* _TASK GOAL_
Repeat the data exactly, with every line included.

* _INFORMATION SUPPLIED_
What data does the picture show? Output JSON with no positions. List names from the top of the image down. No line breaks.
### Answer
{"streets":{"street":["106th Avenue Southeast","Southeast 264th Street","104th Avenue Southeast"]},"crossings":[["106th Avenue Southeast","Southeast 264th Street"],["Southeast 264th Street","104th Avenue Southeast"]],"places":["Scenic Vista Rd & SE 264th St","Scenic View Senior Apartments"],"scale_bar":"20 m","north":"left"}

* _RESPONSE BOX_
What data does the picture show? Output JSON with no positions. List names from the top of the image down. No line breaks.
### Answer
{"streets":{"street":["106th Avenue Southeast","Southeast 264th Street","104th Avenue Southeast"]},"crossings":[["106th Avenue Southeast","Southeast 264th Street"],["Southeast 264th Street","104th Avenue Southeast"]],"places":["Scenic Vista Rd & SE 264th St","Scenic View Senior Apartments"],"scale_bar":"20 m","north":"left"}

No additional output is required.